Tuttavia, il citato comma 32 fa specificatamente salvo l’art. 3, commi 27, 28 e 
29 della legge n. 244 del 2007 (L.F. 2008) che, pertanto, rimane in vigore per 
espresso dettato normativo. Ne consegue che, non ostando l’art. 14, comma 32 
cit. alla costituzione di società che integrino i presupposti di cui all’art. 3, 
comma 27 e ss. della legge finanziaria del 2008, la Sezione non può che 
confermare il contenuto del precedente parere espresso con propria deliberazione 
n. 103/2009, con i limiti e le considerazioni ivi indicati (…)”, vale a dire che 
“(…) la partecipazione societaria potrà comunque essere acquisita anche nel caso 
di attività non strettamente necessarie al perseguimento dei fini istituzionali 
dell’Ente qualora si tratti di servizi di interesse generale, che presentino un 
favorevole impatto sulla collettività locale (…)”9. 
Del resto, sempre gli stessi giudici pugliesi, proprio con la determinazione n. 
103/2009, hanno chiarito, a suo tempo, in merito al comma 27 della legge n. 
244/2007 che “(…) ad avviso del Collegio, l’inquadramento di una eventuale nuova 
partecipazione societaria da parte degli Enti locali in una delle tipologie su 
riportate spetta esclusivamente alle valutazioni discrezionali dell’Ente. 
L’Organo Consiliare dovrà, quindi, adeguatamente motivare l’acquisizione di una 
nuova partecipazione societaria evidenziandone i costi ed i benefici in termini 
di efficienza, efficacia ed economicità di gestione in un’ottica di lungo 
periodo, specificandone i vantaggi per la collettività (…)”. Dal che ne consegue 
il carattere assorbente del soddisfacimento dell’interesse generale, tipico 
delle società erogatrici di servizi pubblici, quale presupposto per la non 
applicabilità del divieto posto dall’articolo 14, comma 32, della legge n. 

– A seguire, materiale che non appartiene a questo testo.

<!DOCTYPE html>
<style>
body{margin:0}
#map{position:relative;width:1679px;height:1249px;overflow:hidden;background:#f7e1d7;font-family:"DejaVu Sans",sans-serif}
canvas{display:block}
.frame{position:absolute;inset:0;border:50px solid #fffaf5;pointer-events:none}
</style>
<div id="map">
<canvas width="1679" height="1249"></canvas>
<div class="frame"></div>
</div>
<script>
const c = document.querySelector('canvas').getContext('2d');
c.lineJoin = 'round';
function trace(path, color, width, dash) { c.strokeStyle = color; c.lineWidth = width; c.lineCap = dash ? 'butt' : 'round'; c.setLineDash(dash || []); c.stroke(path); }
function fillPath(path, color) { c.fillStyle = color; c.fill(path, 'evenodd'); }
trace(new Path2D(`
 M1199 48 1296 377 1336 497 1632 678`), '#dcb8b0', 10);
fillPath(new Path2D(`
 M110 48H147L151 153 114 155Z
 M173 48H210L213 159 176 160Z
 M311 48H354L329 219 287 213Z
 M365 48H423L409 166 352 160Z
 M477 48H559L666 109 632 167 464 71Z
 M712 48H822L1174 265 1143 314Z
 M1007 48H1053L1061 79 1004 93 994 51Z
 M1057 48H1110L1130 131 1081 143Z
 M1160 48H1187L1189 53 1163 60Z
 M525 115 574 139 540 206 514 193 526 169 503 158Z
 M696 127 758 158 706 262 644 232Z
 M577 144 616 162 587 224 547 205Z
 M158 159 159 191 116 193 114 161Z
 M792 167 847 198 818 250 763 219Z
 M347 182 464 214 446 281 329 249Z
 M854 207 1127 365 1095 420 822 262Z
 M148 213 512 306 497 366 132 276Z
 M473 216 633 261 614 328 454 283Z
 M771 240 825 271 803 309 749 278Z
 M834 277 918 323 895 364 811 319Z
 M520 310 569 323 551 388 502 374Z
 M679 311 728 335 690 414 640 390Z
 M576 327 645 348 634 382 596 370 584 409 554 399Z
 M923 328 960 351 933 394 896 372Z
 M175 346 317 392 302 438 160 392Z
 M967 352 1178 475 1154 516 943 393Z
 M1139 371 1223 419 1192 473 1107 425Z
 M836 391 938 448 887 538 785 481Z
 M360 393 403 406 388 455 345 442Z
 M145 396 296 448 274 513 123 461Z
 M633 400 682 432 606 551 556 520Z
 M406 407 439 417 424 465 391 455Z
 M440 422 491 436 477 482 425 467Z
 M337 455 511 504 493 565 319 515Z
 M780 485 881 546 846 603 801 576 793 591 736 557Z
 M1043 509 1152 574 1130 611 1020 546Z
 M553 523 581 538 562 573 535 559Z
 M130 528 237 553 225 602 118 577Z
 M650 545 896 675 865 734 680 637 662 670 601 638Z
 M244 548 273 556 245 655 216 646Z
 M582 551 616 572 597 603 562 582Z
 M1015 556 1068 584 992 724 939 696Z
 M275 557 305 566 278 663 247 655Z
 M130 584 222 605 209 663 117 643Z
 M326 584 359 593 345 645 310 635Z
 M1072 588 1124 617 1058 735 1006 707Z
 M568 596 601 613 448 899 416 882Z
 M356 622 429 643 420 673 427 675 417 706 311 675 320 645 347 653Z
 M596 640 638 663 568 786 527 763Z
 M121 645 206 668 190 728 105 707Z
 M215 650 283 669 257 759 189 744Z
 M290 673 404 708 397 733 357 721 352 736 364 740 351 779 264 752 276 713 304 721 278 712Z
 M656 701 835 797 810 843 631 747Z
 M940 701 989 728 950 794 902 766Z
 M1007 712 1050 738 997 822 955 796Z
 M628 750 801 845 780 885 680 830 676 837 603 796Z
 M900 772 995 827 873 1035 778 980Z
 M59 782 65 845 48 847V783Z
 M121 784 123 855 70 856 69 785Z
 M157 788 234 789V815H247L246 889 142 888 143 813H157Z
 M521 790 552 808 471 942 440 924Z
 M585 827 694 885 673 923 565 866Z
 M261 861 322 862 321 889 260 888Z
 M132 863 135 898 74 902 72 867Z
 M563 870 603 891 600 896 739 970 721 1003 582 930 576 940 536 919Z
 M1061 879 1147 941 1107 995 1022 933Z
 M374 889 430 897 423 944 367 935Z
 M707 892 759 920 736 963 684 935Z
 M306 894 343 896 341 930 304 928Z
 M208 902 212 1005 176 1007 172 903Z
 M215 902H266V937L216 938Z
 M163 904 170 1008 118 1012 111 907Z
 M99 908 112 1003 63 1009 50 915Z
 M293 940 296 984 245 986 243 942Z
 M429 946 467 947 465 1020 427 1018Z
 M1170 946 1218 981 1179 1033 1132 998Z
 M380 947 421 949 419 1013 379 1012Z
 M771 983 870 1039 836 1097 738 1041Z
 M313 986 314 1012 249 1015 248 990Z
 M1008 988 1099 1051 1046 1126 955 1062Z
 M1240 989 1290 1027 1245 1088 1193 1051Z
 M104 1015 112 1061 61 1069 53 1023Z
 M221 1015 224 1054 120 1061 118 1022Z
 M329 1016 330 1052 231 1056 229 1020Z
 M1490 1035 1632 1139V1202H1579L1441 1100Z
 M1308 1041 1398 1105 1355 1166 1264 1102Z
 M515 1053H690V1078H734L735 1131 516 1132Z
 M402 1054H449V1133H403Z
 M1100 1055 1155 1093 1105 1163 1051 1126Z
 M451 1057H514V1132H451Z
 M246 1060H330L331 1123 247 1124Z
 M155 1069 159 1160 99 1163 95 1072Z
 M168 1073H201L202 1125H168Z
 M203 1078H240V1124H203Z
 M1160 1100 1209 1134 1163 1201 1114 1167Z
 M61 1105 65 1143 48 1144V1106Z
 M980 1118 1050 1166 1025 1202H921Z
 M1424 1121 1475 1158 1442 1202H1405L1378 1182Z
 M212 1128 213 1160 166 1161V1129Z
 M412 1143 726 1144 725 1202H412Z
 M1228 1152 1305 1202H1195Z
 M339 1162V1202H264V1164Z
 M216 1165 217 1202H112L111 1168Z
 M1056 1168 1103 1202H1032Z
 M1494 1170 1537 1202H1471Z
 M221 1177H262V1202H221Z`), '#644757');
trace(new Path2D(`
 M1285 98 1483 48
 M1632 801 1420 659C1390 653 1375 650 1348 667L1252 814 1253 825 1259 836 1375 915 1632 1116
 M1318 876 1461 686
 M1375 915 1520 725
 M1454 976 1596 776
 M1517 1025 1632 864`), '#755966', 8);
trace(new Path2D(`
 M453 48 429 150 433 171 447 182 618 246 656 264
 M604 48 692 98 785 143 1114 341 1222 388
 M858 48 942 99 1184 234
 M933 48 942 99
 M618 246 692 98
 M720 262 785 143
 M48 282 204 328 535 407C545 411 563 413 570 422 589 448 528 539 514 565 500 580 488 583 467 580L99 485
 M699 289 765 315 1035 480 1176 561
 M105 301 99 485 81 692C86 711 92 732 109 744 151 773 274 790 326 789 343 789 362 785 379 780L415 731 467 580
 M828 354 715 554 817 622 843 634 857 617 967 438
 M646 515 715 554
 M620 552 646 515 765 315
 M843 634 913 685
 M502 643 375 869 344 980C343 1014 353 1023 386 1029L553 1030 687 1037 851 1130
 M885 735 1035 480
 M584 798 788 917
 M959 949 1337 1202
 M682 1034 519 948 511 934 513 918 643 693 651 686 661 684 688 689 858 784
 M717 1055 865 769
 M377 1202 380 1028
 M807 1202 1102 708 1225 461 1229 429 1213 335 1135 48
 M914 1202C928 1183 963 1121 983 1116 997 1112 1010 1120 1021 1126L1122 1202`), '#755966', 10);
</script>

122/2010 ai soggetti economici affidatari della gestione di un servizio pubblico 
locale.
5. La sentenza del T.a.r. Calabria, Sezione di Reggio Calabria, n. 561 del 16 
giugno 2010
La sentenza del T.a.r. Calabria, Sezione di Reggio Calabria, n. 561 del 16 
giugno 2010 ha affrontato un tema particolarmente controverso: quello della 
interpretazione del comma 9 dell’articolo 23-bis del d.l. n. 112/2008, 
come modificato dalla novella del 2009 (l. n. 166/09). Com’è noto, la 
disposizione in discorso stabilisce che “(…) le società, le loro controllate, 
controllanti e controllate da una medesima controllante, anche non appartenenti 
a Stati membri dell’Unione europea, che, in Italia o all’estero, gestiscono di 
fatto o per disposizioni di legge, di atto amministrativo o per contratto 
servizi pubblici locali in virtù di affidamento diretto, di una procedura non ad 
evidenza pubblica ovvero ai sensi del comma 2, lettera b), nonché i soggetti cui 
è affidata la gestione delle reti, degli impianti e delle altre dotazioni 
patrimoniali degli enti locali, qualora separata dall’attività di erogazione dei 
servizi, non possono acquisire la gestione di servizi ulteriori ovvero in ambiti 
territoriali diversi, né svolgere servizi o attività per altri enti pubblici o 
privati, né direttamente, né tramite loro controllanti o altre società che siano 
da essi controllate o partecipate, né partecipando a gare. Il divieto di cui al 
primo periodo opera per tutta la durata della gestione e non si applica alle 
società quotate in mercati regolamentati e al socio selezionato ai sensi della 
lettera b) del comma 2. I soggetti affidatari diretti di servizi pubblici locali 
possono comunque concorrere su tutto il territorio nazionale alla prima gara 
successiva alla cessazione del servizio, svolta mediante procedura competitiva 
ad evidenza pubblica, avente ad oggetto i servizi da essi forniti (…)”. Il 
problema che da subito ha posto la lettura della norma è quello della 
operatività extraterritoriale delle società miste il cui socio privato sia stato 
scelto a seguito di una doppia gara, secondo quanto stabilito dalla decisione n. 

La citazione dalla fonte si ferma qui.